What to work on |
In this exercise, reproduce all the entries that follow exactly.

Records |
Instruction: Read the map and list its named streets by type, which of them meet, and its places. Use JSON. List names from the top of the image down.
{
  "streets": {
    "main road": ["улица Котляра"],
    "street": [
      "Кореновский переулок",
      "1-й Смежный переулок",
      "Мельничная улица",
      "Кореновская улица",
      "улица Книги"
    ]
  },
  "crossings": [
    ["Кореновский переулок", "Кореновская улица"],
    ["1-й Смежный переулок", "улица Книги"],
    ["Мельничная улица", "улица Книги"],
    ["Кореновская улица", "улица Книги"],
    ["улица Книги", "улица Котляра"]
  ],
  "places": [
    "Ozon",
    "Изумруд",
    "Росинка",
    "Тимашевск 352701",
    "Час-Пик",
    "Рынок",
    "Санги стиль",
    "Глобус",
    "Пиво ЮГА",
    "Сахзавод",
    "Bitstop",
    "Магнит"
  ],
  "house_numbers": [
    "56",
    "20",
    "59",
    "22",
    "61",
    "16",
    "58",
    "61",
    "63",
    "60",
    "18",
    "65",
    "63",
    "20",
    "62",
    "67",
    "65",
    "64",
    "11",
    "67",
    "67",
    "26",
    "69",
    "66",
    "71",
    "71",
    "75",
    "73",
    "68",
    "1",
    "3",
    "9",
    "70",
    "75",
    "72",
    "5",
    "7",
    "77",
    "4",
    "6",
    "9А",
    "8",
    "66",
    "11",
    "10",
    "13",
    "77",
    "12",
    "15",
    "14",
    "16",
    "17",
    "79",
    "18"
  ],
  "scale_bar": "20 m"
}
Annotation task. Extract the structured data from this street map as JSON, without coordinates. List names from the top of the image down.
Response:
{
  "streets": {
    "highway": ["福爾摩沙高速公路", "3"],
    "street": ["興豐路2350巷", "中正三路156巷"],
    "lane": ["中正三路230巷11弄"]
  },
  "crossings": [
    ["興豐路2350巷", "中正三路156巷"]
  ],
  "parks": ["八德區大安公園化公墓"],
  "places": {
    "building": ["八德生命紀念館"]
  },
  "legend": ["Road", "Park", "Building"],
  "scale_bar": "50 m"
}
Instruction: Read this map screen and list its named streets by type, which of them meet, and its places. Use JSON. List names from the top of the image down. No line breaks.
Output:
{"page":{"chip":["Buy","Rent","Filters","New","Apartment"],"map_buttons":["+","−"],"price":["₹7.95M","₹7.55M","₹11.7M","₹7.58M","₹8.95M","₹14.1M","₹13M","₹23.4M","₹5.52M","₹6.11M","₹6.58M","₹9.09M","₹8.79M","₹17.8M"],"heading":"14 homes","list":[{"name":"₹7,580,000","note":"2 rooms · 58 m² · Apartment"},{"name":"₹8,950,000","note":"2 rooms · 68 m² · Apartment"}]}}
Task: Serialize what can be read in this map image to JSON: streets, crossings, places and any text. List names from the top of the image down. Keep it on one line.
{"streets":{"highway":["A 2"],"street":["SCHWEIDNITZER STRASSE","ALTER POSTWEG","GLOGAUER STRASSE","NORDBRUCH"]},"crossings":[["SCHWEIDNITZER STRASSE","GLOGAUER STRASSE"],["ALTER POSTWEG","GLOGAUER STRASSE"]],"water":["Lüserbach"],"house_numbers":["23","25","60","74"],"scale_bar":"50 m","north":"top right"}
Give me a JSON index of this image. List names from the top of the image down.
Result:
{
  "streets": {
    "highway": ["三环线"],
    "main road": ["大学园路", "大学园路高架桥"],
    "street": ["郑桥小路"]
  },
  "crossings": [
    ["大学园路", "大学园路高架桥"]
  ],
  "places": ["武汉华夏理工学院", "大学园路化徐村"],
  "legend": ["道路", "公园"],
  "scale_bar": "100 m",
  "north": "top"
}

Written response |
Instruction: Read the map and list its named streets by type, which of them meet, and its places. Use JSON. List names from the top of the image down.
{
  "streets": {
    "main road": ["улица Котляра"],
    "street": [
      "Кореновский переулок",
      "1-й Смежный переулок",
      "Мельничная улица",
      "Кореновская улица",
      "улица Книги"
    ]
  },
  "crossings": [
    ["Кореновский переулок", "Кореновская улица"],
    ["1-й Смежный переулок", "улица Книги"],
    ["Мельничная улица", "улица Книги"],
    ["Кореновская улица", "улица Книги"],
    ["улица Книги", "улица Котляра"]
  ],
  "places": [
    "Ozon",
    "Изумруд",
    "Росинка",
    "Тимашевск 352701",
    "Час-Пик",
    "Рынок",
    "Санги стиль",
    "Глобус",
    "Пиво ЮГА",
    "Сахзавод",
    "Bitstop",
    "Магнит"
  ],
  "house_numbers": [
    "56",
    "20",
    "59",
    "22",
    "61",
    "16",
    "58",
    "61",
    "63",
    "60",
    "18",
    "65",
    "63",
    "20",
    "62",
    "67",
    "65",
    "64",
    "11",
    "67",
    "67",
    "26",
    "69",
    "66",
    "71",
    "71",
    "75",
    "73",
    "68",
    "1",
    "3",
    "9",
    "70",
    "75",
    "72",
    "5",
    "7",
    "77",
    "4",
    "6",
    "9А",
    "8",
    "66",
    "11",
    "10",
    "13",
    "77",
    "12",
    "15",
    "14",
    "16",
    "17",
    "79",
    "18"
  ],
  "scale_bar": "20 m"
}
Annotation task. Extract the structured data from this street map as JSON, without coordinates. List names from the top of the image down.
Response:
{
  "streets": {
    "highway": ["福爾摩沙高速公路", "3"],
    "street": ["興豐路2350巷", "中正三路156巷"],
    "lane": ["中正三路230巷11弄"]
  },
  "crossings": [
    ["興豐路2350巷", "中正三路156巷"]
  ],
  "parks": ["八德區大安公園化公墓"],
  "places": {
    "building": ["八德生命紀念館"]
  },
  "legend": ["Road", "Park", "Building"],
  "scale_bar": "50 m"
}
Instruction: Read this map screen and list its named streets by type, which of them meet, and its places. Use JSON. List names from the top of the image down. No line breaks.
Output:
{"page":{"chip":["Buy","Rent","Filters","New","Apartment"],"map_buttons":["+","−"],"price":["₹7.95M","₹7.55M","₹11.7M","₹7.58M","₹8.95M","₹14.1M","₹13M","₹23.4M","₹5.52M","₹6.11M","₹6.58M","₹9.09M","₹8.79M","₹17.8M"],"heading":"14 homes","list":[{"name":"₹7,580,000","note":"2 rooms · 58 m² · Apartment"},{"name":"₹8,950,000","note":"2 rooms · 68 m² · Apartment"}]}}
Task: Serialize what can be read in this map image to JSON: streets, crossings, places and any text. List names from the top of the image down. Keep it on one line.
{"streets":{"highway":["A 2"],"street":["SCHWEIDNITZER STRASSE","ALTER POSTWEG","GLOGAUER STRASSE","NORDBRUCH"]},"crossings":[["SCHWEIDNITZER STRASSE","GLOGAUER STRASSE"],["ALTER POSTWEG","GLOGAUER STRASSE"]],"water":["Lüserbach"],"house_numbers":["23","25","60","74"],"scale_bar":"50 m","north":"top right"}
Give me a JSON index of this image. List names from the top of the image down.
Result:
{
  "streets": {
    "highway": ["三环线"],
    "main road": ["大学园路", "大学园路高架桥"],
    "street": ["郑桥小路"]
  },
  "crossings": [
    ["大学园路", "大学园路高架桥"]
  ],
  "places": ["武汉华夏理工学院", "大学园路化徐村"],
  "legend": ["道路", "公园"],
  "scale_bar": "100 m",
  "north": "top"
}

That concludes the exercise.